I am not sure if someone uses Bert. I do not know how to interpret outputscores - I mean how to turn them into probabilities. I use pytorch version by huggingface, but for tf version output probabilities are log(softmax) which does not make sense in this case because the scores I get are positive number 1-10.

I use code from http://mayhewsw.github.io/2019/01/16/can-bert-generate-text/ and it is based on https://github.com/huggingface/pytorch-pretrained-BERT

Original sentence: i love apples. there are a lot of fruits in the world that i like, but apples would be my favorite fruit.

Masked sentence: i love apples . there are a lot of fruits in the world that i [MASK] , but apples would be my favorite fruit .

When I run through the pytorch version of bert, I get the following representations of probabilities:

Best predicted word: [‘love’] tensor(12.7276, grad_fn=)

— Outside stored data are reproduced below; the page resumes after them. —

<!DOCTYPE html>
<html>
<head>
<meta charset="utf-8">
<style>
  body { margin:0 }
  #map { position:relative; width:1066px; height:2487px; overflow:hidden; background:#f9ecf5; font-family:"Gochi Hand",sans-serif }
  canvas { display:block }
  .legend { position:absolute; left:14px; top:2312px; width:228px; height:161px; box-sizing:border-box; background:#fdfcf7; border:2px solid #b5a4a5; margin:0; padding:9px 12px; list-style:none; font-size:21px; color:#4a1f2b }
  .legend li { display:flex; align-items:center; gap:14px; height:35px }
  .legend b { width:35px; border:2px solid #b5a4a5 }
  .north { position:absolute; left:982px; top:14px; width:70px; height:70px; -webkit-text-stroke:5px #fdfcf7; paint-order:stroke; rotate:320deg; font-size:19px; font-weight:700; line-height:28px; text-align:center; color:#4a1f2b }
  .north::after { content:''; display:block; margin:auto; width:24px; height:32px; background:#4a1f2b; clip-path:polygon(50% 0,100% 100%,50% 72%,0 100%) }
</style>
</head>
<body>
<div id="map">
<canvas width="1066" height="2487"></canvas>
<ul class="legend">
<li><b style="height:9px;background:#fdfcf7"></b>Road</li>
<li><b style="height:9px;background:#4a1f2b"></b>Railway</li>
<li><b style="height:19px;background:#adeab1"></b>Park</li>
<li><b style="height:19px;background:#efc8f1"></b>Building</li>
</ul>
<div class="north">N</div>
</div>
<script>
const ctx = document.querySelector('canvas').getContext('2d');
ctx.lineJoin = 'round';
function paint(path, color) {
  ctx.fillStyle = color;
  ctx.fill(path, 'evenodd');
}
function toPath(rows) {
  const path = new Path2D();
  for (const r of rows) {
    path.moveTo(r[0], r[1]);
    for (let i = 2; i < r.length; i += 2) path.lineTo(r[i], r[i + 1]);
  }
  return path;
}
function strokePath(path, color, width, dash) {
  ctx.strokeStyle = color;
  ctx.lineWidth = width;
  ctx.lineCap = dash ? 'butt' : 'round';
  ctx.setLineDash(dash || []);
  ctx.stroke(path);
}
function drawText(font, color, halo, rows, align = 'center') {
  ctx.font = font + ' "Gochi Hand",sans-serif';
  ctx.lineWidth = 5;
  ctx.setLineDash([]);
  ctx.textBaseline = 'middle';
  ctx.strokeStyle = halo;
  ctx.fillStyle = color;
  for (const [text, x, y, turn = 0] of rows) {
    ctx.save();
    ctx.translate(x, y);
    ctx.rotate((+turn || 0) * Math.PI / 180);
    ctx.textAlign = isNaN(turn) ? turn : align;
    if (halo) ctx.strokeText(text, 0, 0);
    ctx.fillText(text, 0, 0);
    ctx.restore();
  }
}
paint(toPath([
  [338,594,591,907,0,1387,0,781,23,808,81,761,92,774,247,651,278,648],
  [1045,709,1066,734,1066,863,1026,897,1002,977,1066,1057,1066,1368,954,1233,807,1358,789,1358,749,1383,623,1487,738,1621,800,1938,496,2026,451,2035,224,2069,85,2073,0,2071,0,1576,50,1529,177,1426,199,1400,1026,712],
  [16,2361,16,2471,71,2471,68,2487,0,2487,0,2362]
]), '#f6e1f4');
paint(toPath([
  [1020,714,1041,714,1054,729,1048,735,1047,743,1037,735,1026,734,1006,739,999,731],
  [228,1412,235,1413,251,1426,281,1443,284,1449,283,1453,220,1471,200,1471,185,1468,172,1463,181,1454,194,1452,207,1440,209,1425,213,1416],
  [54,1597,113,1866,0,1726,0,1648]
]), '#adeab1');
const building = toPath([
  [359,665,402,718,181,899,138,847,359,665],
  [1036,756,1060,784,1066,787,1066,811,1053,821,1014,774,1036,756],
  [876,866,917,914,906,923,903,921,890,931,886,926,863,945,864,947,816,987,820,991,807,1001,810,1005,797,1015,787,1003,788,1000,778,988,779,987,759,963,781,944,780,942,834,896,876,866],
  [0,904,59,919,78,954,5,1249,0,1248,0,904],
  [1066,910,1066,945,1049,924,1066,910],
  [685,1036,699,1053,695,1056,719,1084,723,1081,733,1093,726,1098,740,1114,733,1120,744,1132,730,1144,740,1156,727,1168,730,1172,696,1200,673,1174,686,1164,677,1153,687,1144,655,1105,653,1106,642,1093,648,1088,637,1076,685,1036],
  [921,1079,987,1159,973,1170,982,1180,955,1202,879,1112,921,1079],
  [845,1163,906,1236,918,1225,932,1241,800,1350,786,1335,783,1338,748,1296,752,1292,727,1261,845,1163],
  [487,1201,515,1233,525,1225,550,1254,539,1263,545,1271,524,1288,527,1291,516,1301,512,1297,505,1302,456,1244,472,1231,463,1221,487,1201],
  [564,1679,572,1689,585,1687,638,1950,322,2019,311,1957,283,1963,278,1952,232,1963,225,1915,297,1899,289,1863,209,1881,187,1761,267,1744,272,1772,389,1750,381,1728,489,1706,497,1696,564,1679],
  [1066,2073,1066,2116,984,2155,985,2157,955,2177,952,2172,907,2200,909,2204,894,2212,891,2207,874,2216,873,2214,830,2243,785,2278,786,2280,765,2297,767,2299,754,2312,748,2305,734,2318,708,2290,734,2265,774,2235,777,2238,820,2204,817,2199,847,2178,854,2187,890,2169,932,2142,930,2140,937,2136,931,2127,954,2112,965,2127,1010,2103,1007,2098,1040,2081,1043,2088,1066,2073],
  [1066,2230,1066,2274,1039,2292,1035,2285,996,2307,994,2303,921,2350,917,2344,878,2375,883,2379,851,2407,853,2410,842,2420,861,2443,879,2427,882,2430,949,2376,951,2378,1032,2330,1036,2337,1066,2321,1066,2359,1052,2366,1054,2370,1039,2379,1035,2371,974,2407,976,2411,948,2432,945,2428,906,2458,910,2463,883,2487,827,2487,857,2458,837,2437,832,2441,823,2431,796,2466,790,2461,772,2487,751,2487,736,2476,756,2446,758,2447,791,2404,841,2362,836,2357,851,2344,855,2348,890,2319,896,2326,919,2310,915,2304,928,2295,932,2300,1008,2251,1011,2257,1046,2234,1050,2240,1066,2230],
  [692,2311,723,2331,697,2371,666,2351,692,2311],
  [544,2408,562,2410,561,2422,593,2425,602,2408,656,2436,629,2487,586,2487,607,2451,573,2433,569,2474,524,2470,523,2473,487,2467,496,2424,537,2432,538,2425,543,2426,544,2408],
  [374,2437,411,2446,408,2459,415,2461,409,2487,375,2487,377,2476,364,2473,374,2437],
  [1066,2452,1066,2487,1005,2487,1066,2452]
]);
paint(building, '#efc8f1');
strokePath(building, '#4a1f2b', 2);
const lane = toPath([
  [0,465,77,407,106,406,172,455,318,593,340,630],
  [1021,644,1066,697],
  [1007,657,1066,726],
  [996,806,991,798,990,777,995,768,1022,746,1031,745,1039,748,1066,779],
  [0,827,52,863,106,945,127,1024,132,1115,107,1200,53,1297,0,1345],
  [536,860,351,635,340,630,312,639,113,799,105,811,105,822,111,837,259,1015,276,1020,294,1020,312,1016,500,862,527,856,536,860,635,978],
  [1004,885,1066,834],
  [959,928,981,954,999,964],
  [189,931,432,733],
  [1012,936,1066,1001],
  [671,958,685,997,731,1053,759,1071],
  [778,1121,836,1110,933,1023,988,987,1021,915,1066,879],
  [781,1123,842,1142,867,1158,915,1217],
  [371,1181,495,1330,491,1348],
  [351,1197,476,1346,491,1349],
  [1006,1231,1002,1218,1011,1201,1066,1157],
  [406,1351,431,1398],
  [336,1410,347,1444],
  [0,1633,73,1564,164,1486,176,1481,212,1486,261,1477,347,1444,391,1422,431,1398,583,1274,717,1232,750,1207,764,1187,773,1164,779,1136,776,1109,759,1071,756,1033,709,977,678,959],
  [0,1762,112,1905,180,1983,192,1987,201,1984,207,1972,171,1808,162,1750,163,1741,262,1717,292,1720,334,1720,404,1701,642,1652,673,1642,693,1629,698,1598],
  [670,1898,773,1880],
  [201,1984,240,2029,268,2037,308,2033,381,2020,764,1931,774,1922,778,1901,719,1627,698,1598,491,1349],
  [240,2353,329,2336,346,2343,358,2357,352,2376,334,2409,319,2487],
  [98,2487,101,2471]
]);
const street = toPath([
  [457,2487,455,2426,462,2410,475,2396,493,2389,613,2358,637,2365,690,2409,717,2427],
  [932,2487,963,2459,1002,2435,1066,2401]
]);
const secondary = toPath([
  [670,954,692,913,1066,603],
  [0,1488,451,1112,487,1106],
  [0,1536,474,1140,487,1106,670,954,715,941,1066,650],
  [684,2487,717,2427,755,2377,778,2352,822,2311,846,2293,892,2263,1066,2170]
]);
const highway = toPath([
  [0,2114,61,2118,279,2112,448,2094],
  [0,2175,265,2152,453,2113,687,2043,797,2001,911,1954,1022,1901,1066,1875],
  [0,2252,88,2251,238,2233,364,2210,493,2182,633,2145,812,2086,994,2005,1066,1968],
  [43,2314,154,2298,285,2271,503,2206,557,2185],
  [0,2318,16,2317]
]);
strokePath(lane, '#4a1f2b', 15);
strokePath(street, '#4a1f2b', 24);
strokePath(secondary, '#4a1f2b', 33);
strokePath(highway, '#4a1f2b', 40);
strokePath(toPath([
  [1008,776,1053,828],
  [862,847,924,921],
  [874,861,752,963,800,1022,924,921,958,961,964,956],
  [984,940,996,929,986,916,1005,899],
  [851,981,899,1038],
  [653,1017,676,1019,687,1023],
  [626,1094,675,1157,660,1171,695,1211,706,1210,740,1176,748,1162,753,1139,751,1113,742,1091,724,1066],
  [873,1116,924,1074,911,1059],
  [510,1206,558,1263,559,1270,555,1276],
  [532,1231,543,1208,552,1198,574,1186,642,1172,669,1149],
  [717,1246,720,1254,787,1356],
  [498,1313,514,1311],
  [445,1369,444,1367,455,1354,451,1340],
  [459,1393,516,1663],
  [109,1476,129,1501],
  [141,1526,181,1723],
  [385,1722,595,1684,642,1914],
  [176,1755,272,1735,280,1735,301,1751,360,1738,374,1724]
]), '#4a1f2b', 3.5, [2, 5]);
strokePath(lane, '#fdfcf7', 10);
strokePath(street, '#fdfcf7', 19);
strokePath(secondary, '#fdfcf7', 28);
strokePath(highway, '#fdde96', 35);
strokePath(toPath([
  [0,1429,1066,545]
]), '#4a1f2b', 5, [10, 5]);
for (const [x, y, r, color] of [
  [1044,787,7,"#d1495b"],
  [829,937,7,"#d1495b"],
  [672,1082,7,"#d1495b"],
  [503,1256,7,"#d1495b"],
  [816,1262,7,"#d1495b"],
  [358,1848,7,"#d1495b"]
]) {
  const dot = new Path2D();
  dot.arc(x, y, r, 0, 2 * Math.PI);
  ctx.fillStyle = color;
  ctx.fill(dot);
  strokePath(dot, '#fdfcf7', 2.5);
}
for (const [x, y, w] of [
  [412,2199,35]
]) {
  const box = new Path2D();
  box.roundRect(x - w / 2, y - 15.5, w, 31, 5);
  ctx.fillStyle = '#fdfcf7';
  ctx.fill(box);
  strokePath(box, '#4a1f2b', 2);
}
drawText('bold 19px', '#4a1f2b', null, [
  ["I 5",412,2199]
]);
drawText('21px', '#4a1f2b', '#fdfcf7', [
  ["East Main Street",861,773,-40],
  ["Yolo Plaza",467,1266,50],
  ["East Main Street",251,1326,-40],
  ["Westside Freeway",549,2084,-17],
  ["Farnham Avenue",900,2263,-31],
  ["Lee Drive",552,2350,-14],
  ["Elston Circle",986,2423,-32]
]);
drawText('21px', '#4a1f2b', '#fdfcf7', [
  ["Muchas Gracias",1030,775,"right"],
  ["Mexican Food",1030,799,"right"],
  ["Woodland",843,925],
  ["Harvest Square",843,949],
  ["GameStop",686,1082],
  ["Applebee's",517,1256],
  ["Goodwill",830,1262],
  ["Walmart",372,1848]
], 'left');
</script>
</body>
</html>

Other words along with their probabilities:

[‘like’] tensor(10.2872, grad_fn=)

[‘miss’] tensor(8.8226, grad_fn=)

[‘know’] tensor(8.5971, grad_fn=)

[‘am’] tensor(7.9407, grad_fn=)

[‘hate’] tensor(7.9209, grad_fn=)

[‘mean’] tensor(7.8873, grad_fn=)

[‘enjoy’] tensor(7.8813, grad_fn=)

[‘want’] tensor(7.6885, grad_fn=)

[‘prefer’] tensor(7.5712, grad_fn=)

I am quite sure that this does not mean that probability for word “love” is proportional to 12.7276 and for word “like” is 10.2872.

I also know that the summ of all func(this number) thought the whole vocabulary is 1. But I do not know what the func is?

Thanks